Sullivan EV, Brumback T, Tapert SF, et al. Disturbed Cerebellar Growth Trajectories in Adolescents Who Initiate Alcohol Drinking. Biol Psychiatry. 2020;87(7):632-644. doi:10.1016/j.biopsych.2019.08.026
Background: The cerebellum is a target of alcoholism-related brain damage in adults, yet no study has prospectively tracked deviations from normal cerebellar growth trajectories in adolescents before and after initiating drinking.
Methods: Magnetic resonance imaging tracked developmental volume trajectories of 10 cerebellar lobule and vermis tissue constituents in 548 no/low drinking youths age 12 to 21 years at induction into this 5-site, NCANDA (National Consortium on Alcohol and NeuroDevelopment in Adolescence) study. Over the 3- to 4-year longitudinal examination yielding 2043 magnetic resonance imaging scans, 328 youths remained no/low drinkers, whereas 220 initiated substantial drinking after initial neuroimaging.
Results: Normal growth trajectories derived from no/low drinkers indicated that gray matter volumes of lobules V and VI, crus II, lobule VIIB, and lobule X declined faster with age in male youths than in female youths, whereas white matter volumes in crus I and crus II and lobules VIIIA and VIIIB expanded faster in female youths than in male youths; cerebrospinal fluid volume expanded faster in most cerebellar regions of male youths than female youths. Drinkers exhibited accelerated gray matter decline in anterior lobules and vermis, accelerated vermian white matter expansion, and accelerated cerebrospinal fluid volumes expansion of anterior lobules relative to youths who remained no/low drinkers. Analyses including both alcohol and marijuana did not support an independent role for marijuana in alcohol effects on cerebellar gray matter trajectories.

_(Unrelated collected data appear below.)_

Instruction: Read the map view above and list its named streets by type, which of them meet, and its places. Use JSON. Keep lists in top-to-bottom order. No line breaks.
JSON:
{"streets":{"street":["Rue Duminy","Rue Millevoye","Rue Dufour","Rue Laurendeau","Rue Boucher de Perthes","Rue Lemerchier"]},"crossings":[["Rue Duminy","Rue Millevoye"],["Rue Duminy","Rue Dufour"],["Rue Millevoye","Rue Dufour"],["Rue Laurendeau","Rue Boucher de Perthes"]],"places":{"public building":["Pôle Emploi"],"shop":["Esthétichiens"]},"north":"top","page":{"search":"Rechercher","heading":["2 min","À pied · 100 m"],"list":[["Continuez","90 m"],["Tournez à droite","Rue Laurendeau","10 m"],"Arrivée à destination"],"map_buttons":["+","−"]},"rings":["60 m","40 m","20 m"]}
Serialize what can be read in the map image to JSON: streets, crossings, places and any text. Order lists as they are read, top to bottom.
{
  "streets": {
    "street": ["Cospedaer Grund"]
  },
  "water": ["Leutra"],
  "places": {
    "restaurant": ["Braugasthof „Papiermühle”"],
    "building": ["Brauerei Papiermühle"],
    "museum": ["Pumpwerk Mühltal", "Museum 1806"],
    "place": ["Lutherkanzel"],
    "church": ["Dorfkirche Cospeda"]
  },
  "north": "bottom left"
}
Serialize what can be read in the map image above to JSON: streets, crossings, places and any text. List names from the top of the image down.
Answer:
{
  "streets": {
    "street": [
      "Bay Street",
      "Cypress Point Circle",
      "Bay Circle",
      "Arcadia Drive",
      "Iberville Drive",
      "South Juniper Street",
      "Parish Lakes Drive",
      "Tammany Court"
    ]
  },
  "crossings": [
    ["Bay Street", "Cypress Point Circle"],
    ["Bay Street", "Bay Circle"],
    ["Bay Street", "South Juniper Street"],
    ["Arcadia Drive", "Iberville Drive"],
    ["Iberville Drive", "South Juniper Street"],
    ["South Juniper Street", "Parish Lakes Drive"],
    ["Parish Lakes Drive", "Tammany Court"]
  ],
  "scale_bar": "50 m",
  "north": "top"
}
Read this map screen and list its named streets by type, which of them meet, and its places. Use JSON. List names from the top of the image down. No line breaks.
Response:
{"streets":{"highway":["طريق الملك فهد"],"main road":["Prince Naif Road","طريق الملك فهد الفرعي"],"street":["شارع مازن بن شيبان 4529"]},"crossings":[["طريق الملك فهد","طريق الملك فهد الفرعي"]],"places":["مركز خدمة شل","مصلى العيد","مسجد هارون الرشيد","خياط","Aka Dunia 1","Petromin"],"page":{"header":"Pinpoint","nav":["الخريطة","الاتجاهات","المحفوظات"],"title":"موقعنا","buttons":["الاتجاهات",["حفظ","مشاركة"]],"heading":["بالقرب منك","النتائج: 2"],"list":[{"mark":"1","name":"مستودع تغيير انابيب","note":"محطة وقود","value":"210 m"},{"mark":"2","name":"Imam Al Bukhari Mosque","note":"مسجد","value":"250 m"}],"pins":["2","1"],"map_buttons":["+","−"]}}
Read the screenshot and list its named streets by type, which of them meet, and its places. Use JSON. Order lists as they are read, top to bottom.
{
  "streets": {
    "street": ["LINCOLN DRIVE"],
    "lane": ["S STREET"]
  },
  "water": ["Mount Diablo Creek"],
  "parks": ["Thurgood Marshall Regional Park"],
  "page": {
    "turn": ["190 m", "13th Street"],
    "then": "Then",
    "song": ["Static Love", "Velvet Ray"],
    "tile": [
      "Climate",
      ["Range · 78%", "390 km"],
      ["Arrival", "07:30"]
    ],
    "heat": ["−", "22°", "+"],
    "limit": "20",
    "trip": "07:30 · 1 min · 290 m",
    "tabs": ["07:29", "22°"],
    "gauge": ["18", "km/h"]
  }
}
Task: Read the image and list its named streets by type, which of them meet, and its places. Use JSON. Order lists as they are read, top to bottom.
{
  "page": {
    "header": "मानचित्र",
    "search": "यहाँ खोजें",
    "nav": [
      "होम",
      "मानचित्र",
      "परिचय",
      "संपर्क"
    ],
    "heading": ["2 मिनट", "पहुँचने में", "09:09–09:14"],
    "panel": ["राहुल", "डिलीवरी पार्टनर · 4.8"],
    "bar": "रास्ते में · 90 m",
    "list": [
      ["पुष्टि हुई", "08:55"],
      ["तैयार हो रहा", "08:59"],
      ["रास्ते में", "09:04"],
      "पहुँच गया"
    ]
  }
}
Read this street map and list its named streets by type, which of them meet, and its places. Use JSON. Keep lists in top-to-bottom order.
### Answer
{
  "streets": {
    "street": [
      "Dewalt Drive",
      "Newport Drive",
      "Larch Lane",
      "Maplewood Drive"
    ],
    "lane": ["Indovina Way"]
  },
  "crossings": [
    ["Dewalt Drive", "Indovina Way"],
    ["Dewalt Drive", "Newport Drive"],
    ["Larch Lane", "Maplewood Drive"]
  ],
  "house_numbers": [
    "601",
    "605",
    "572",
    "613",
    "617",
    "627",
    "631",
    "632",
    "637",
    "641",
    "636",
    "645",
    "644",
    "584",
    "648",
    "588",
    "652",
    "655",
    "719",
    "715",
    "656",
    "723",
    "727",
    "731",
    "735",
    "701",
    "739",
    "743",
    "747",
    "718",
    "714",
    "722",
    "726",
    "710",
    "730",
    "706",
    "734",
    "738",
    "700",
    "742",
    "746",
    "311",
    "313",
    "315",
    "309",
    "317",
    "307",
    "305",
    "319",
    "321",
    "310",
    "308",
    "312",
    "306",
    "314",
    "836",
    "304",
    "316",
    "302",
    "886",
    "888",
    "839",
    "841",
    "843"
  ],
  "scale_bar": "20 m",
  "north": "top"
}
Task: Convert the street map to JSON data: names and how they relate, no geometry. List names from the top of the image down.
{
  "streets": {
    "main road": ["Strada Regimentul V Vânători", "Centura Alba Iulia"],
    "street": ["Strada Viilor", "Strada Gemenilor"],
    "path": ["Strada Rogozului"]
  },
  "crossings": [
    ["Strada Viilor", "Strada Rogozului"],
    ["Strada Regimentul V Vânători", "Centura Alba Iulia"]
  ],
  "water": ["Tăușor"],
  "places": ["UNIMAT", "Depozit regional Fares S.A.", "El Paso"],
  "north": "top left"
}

Conclusions: Alcohol use-related cerebellar growth trajectory differences from normal involved anterior lobules and vermis of youths who initiated substantial drinking. These regions are commonly affected in alcohol-dependent adults, raising the possibility that cerebellar structures affected by youthful drinking may be vulnerable to age-alcohol interactions in later adulthood.